AI could innovate parts purchasing

AI could innovate parts purchasing

Artificial intelligence could upend the automotive parts purchasing process, making it quicker and more efficient for buyers and suppliers still grappling with supply chain shortages.

It’s an innovative idea that could speed up procurement, save companies money and reduce the amount of mundane, manual work that goes into purchasing, said Edmund Zagorin, chief strategy officer of Arkestro, a San Francisco provider of predictive procurement software that uses AI to help make parts and material purchasing more efficient.

“When we created Arkestro, we said, ‘Let’s try to turn the purchasing process on its head, and instead of asking suppliers to submit quotes or offers, let’s use an AI model to generate a suggested offer for a supplier,’ ” Zagorin said.


“That eliminates two steps in the process: One step where a supplier creates a quote, and a second step where an analyst has to analyze the quote or benchmark it against market indicators or other factors to be accepted.”

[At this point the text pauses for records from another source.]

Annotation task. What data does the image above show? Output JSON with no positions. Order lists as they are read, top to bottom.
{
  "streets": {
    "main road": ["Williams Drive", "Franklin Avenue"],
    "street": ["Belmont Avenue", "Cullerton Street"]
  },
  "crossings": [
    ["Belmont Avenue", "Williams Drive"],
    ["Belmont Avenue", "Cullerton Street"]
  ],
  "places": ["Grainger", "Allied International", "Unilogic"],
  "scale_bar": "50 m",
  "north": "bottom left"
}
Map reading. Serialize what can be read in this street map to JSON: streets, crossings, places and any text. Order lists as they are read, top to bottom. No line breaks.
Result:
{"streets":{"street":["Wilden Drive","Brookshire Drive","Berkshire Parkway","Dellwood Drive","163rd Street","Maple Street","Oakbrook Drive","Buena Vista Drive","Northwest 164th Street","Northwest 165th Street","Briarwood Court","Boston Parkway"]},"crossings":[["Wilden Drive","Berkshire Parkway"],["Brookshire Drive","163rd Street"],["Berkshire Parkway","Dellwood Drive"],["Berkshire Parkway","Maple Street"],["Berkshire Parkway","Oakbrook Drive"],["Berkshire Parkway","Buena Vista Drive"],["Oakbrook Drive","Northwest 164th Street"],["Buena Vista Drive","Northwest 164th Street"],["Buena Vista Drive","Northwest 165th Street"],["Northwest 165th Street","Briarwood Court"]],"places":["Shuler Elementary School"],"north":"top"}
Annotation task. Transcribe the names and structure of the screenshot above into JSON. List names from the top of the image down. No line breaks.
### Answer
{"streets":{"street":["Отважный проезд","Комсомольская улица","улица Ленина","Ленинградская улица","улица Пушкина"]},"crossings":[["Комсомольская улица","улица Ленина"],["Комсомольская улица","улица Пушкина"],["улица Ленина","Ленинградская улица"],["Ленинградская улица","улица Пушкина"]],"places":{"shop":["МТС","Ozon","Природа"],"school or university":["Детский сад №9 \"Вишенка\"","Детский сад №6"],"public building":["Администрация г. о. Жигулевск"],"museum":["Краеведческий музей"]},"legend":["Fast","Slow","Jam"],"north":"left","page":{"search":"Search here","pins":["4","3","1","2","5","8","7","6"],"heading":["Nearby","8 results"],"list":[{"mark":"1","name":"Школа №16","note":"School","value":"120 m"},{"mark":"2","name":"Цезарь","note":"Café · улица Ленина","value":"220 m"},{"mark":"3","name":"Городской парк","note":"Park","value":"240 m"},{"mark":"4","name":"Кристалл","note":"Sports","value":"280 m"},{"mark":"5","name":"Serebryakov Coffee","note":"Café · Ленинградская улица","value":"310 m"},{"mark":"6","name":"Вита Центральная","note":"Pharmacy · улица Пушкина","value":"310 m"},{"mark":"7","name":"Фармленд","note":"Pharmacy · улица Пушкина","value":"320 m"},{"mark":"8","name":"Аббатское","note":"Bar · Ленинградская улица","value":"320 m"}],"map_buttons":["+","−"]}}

Auto parts purchasing is a complicated field that has been under the spotlight amid supply chain shortages and other challenges. The microchip shortage alone has resulted in about 15 million vehicles being cut out of global production plans since 2021, and vehicles that got built anyway were often assembled without certain features.


The fragility of the supply chain requires companies to rethink their approaches to purchasing, Zagorin said.

“COVID did not cause supply chain fragility,” he said. “It highlighted existing vulnerabilities that were the result of years of efficiency-driven, just-in-time thinking that consolidated supply sourcing to single points of failure and produced a global economy that is extraordinarily vulnerable to black swan events.”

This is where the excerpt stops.